- _Exercise brief_: Repeat exactly, and only, the lines of the entries below from the one with "border:10px solid #d22;" through the one with "flex:1; height:80px; border-radius:42px;", both ends included.

* * * *

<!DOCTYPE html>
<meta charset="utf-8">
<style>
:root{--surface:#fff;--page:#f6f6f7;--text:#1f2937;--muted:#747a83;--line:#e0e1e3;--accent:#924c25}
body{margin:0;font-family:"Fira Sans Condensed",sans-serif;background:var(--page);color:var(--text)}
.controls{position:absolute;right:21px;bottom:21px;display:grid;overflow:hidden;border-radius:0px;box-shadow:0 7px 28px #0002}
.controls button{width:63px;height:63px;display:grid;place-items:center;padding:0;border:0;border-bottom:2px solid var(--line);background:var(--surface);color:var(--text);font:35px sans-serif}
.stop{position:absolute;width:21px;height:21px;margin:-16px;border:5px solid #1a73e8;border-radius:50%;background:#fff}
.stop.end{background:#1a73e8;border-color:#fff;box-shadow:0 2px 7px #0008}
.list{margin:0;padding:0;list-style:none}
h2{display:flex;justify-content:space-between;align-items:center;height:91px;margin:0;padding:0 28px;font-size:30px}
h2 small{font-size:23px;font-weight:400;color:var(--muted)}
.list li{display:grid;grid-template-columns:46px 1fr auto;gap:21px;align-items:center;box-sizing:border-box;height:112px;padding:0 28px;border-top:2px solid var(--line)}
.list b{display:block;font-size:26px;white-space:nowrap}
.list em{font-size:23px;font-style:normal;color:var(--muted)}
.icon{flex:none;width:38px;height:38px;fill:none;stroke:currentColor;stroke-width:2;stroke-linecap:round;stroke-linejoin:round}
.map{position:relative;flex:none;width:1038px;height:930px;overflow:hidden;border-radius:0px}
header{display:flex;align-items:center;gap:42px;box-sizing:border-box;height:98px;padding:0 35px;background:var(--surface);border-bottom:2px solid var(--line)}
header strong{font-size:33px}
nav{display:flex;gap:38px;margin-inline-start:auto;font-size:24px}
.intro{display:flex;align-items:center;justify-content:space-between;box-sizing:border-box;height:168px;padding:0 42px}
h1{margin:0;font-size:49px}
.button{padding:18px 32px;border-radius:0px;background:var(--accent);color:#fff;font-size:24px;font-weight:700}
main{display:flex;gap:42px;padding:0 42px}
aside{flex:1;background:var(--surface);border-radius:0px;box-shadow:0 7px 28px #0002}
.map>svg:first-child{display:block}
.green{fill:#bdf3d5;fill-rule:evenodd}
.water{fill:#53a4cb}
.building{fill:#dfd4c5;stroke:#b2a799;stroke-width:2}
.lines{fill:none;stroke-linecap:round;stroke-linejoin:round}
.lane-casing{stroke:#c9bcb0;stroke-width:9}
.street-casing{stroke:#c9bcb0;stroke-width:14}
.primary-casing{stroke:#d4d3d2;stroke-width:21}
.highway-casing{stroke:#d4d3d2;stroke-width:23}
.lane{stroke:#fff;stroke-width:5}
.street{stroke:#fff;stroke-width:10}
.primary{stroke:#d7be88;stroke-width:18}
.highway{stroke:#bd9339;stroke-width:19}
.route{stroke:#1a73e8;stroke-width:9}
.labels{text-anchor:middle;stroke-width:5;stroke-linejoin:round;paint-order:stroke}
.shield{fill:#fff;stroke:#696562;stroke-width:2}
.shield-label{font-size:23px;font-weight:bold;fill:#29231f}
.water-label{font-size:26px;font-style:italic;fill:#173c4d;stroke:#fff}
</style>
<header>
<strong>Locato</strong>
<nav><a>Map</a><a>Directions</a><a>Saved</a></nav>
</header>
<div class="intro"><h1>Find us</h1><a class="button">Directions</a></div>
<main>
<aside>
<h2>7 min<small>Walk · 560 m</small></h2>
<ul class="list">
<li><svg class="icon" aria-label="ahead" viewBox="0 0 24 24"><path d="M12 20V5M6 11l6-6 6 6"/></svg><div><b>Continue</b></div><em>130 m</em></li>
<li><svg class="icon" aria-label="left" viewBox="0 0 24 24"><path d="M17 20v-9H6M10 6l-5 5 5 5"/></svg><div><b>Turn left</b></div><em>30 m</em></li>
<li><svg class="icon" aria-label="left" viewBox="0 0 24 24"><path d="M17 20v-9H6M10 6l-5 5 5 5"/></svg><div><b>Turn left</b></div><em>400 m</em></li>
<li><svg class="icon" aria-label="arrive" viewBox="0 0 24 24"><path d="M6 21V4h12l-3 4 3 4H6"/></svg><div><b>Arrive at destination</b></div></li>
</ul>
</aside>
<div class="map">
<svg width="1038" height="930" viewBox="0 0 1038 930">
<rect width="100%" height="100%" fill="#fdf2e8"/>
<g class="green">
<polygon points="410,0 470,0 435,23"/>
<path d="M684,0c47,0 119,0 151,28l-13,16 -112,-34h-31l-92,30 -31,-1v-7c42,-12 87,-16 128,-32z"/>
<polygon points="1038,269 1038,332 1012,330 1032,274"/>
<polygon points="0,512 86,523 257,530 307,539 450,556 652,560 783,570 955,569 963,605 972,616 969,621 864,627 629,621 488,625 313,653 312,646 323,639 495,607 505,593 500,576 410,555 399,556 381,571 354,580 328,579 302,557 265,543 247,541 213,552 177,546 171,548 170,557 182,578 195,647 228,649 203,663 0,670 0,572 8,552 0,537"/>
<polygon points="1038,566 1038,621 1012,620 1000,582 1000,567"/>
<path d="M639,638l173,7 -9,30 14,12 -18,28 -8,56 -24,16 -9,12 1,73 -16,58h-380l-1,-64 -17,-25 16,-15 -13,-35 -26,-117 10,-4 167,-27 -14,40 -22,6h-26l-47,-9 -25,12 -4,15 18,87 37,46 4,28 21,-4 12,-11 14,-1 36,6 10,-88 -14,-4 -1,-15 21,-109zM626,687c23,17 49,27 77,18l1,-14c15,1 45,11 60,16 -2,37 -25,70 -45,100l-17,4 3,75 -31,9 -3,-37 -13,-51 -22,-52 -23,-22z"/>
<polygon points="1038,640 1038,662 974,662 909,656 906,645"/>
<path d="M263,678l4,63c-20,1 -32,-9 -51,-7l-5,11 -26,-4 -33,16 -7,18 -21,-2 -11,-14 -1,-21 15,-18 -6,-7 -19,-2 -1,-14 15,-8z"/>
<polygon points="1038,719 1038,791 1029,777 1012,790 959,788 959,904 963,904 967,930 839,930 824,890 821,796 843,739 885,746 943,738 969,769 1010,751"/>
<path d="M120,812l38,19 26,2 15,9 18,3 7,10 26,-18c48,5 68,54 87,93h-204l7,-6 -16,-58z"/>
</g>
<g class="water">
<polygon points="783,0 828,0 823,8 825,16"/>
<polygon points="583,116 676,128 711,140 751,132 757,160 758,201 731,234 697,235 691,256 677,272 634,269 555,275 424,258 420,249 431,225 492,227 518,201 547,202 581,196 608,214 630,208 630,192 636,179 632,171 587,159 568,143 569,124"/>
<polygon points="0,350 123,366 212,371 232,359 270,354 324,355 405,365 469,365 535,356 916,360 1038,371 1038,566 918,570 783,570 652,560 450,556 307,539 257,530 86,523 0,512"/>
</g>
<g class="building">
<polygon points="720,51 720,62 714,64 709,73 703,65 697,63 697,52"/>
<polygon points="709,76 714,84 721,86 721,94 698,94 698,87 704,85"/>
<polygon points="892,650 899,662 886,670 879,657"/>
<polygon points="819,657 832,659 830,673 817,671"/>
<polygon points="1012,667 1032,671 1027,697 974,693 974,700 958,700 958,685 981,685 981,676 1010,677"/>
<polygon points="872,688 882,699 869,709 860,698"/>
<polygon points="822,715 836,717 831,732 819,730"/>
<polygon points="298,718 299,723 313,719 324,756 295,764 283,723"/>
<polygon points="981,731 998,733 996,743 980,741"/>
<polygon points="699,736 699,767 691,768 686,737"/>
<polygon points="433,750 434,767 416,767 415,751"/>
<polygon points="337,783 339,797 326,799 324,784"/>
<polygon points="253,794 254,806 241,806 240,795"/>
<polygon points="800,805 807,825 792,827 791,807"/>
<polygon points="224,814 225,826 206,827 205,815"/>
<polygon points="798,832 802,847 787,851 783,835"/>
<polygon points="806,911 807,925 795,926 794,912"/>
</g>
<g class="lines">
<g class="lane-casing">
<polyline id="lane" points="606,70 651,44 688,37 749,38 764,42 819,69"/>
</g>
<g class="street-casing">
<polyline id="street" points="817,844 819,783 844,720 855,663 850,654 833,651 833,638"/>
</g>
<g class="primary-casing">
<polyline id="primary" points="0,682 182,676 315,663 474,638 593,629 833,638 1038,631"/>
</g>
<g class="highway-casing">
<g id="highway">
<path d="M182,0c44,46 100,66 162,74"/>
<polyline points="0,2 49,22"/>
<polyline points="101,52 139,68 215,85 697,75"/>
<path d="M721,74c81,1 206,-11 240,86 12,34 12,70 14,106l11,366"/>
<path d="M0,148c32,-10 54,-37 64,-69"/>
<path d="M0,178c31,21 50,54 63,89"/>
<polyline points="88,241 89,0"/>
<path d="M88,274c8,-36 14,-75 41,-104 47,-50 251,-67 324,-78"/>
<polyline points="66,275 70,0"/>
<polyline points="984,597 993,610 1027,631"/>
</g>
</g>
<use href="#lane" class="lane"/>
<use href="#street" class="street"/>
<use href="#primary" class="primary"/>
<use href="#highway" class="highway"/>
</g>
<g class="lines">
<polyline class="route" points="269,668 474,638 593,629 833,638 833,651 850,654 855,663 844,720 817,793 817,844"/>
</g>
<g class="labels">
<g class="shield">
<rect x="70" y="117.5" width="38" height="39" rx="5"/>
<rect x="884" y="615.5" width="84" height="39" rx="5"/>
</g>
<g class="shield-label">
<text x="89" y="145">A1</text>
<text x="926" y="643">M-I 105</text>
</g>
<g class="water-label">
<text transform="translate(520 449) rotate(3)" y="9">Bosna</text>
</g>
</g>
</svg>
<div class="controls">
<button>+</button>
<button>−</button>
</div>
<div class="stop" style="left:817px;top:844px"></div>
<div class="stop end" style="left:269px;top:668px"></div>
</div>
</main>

* * * *

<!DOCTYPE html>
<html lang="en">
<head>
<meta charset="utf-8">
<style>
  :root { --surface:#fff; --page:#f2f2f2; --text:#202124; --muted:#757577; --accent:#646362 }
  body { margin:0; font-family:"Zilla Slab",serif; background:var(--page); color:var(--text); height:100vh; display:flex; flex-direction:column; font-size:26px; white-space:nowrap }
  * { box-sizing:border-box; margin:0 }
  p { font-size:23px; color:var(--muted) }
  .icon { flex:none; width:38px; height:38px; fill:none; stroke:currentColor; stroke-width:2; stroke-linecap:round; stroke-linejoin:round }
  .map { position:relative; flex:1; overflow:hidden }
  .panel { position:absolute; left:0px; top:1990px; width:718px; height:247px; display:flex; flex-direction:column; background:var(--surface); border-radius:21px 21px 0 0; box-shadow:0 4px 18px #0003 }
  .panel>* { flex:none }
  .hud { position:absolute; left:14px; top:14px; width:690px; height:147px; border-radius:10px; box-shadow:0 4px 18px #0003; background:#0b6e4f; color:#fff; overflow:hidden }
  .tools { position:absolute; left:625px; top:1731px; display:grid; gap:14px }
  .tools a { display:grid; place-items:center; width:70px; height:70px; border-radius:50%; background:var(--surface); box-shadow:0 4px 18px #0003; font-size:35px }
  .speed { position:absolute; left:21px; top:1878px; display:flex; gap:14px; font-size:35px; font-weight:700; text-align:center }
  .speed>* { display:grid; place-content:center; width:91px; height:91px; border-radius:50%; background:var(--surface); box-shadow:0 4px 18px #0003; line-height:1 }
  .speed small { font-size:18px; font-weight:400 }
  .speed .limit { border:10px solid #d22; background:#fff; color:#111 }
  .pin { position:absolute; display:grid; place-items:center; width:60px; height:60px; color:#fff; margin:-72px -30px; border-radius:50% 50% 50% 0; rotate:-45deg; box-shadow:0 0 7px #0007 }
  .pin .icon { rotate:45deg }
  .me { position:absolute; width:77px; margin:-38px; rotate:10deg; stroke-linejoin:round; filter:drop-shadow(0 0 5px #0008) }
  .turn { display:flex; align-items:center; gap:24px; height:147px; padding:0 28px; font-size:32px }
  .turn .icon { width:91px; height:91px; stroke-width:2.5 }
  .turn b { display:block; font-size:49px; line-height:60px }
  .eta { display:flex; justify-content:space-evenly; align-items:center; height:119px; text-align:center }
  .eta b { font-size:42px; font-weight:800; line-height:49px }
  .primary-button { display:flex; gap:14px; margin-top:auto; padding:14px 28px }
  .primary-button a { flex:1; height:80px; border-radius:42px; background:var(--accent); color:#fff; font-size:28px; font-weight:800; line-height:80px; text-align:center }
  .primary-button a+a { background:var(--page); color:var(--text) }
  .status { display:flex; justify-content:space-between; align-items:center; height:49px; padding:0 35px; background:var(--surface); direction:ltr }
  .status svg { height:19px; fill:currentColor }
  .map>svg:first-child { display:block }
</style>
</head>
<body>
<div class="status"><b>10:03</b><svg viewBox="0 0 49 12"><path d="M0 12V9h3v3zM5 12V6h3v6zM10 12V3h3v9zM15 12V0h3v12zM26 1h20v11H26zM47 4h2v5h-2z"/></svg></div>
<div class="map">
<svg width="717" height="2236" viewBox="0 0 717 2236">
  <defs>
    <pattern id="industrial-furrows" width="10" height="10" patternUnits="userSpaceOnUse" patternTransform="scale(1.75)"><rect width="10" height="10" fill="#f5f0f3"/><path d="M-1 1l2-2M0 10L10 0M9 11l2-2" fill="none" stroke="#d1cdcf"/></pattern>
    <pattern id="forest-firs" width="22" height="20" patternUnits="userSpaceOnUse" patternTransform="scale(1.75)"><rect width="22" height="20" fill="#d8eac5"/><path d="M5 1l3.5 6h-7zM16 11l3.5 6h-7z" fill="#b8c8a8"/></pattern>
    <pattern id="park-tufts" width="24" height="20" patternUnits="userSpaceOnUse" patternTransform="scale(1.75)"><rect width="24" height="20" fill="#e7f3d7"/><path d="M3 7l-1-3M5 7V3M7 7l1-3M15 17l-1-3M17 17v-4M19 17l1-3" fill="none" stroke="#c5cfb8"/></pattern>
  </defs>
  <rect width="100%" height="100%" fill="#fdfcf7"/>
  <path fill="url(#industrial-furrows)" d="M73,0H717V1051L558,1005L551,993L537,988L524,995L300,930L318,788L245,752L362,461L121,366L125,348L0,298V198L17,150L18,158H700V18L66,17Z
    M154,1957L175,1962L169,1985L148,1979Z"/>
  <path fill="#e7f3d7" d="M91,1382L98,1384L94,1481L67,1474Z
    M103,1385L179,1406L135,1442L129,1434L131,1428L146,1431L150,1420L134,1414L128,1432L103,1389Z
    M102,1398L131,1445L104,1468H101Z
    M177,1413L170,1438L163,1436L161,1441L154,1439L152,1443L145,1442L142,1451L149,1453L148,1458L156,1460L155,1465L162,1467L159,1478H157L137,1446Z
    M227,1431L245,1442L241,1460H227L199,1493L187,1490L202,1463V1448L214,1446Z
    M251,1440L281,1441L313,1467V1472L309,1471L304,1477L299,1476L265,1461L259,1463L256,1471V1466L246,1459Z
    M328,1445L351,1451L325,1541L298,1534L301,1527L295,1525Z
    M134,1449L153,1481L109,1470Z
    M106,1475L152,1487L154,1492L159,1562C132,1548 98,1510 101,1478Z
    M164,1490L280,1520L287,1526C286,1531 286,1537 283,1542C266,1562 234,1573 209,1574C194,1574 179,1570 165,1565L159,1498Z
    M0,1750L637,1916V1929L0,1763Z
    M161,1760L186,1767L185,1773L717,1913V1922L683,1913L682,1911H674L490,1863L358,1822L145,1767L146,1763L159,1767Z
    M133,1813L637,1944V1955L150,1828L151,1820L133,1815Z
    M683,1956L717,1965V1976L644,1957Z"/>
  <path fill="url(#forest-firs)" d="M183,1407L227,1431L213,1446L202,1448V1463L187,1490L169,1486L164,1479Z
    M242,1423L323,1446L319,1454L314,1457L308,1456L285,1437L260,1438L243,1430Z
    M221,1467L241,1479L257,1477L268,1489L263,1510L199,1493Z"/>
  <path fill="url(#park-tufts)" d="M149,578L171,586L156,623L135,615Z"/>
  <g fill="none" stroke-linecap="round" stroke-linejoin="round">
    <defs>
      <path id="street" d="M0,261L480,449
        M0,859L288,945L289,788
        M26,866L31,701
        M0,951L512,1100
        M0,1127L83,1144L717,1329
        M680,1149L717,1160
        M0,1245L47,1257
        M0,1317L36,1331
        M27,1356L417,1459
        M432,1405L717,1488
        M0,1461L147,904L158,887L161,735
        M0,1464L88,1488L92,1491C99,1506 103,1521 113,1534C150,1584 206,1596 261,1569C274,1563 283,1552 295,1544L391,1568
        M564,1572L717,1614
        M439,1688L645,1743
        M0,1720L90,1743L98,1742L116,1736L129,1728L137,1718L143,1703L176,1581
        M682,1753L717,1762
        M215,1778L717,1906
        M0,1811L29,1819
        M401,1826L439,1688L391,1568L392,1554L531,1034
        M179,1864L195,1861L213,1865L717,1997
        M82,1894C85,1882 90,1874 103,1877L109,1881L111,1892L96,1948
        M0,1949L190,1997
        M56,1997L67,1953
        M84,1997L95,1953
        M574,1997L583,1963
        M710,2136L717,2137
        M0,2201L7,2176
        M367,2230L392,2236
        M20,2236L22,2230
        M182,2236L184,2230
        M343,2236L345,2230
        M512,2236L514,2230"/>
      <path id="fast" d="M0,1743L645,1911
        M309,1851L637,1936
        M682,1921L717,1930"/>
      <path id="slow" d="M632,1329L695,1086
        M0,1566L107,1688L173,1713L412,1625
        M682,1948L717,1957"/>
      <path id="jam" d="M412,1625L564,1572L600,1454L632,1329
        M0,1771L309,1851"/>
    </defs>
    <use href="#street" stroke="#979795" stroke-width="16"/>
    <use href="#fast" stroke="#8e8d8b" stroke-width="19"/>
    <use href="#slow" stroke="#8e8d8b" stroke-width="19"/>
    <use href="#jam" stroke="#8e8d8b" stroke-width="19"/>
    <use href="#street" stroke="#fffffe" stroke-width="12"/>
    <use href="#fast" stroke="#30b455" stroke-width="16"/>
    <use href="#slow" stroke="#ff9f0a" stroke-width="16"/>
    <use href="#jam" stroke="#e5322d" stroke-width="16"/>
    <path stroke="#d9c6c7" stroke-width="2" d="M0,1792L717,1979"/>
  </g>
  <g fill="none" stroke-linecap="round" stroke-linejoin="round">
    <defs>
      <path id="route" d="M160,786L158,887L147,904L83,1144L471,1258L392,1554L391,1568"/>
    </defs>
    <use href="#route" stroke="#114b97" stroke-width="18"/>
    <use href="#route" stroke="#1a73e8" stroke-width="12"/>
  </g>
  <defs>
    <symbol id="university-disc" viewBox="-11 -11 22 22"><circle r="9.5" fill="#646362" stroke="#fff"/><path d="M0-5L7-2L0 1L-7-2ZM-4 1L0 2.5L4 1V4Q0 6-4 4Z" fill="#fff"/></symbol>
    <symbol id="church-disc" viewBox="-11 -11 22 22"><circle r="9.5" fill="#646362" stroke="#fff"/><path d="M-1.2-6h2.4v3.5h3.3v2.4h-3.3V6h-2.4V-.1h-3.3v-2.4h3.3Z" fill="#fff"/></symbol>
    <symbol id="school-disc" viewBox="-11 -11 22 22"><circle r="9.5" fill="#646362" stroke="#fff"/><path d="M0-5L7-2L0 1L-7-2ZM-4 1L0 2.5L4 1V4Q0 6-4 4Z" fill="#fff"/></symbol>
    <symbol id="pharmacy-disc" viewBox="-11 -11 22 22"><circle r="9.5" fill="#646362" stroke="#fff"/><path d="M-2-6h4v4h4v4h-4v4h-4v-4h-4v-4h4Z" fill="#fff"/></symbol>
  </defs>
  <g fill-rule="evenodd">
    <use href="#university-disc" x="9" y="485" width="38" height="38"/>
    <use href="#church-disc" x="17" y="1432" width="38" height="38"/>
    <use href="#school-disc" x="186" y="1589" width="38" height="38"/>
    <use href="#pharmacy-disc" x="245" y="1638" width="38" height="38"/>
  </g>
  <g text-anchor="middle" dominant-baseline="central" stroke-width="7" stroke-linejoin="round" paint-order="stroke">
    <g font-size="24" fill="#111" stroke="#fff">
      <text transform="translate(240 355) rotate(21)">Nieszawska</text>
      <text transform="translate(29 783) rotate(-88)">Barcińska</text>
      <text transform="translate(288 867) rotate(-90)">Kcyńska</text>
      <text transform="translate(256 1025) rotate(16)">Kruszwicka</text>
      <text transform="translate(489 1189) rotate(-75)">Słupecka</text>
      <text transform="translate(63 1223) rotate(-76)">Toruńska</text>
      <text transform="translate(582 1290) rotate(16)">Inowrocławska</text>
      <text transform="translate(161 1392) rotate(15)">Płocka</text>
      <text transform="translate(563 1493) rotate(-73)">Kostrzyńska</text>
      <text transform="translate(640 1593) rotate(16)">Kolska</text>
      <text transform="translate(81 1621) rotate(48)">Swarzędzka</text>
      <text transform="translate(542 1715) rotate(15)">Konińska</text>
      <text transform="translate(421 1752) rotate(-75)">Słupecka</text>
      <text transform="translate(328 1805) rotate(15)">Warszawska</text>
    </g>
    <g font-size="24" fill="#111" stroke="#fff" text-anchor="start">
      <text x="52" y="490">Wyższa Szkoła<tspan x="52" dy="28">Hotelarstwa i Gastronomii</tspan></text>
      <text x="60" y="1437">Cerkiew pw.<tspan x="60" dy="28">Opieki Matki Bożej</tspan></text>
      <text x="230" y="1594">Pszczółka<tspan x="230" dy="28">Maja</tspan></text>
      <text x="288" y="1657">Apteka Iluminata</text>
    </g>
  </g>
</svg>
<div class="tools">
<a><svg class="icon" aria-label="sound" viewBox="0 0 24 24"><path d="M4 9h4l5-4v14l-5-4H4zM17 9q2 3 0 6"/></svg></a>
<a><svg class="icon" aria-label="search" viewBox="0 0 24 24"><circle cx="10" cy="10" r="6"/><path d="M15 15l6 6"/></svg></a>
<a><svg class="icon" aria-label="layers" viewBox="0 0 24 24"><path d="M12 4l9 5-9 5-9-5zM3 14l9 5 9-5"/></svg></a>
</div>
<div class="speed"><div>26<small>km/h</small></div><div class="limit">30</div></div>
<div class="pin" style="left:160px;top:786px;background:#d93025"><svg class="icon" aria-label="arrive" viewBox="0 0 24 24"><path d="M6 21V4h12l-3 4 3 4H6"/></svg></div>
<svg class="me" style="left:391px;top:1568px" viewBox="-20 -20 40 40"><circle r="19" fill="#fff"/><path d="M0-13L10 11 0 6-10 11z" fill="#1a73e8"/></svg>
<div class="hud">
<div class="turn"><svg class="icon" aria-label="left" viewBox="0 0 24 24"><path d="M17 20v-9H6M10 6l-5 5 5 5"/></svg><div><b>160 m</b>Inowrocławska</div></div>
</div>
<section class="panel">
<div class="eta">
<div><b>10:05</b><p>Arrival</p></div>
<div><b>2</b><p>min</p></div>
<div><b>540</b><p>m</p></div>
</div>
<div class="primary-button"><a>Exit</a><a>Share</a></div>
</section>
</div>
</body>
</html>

* * * *

- _Written solution_:
  .speed .limit { border:10px solid #d22; background:#fff; color:#111 }
  .pin { position:absolute; display:grid; place-items:center; width:60px; height:60px; color:#fff; margin:-72px -30px; border-radius:50% 50% 50% 0; rotate:-45deg; box-shadow:0 0 7px #0007 }
  .pin .icon { rotate:45deg }
  .me { position:absolute; width:77px; margin:-38px; rotate:10deg; stroke-linejoin:round; filter:drop-shadow(0 0 5px #0008) }
  .turn { display:flex; align-items:center; gap:24px; height:147px; padding:0 28px; font-size:32px }
  .turn .icon { width:91px; height:91px; stroke-width:2.5 }
  .turn b { display:block; font-size:49px; line-height:60px }
  .eta { display:flex; justify-content:space-evenly; align-items:center; height:119px; text-align:center }
  .eta b { font-size:42px; font-weight:800; line-height:49px }
  .primary-button { display:flex; gap:14px; margin-top:auto; padding:14px 28px }
  .primary-button a { flex:1; height:80px; border-radius:42px; background:var(--accent); color:#fff; font-size:28px; font-weight:800; line-height:80px; text-align:center }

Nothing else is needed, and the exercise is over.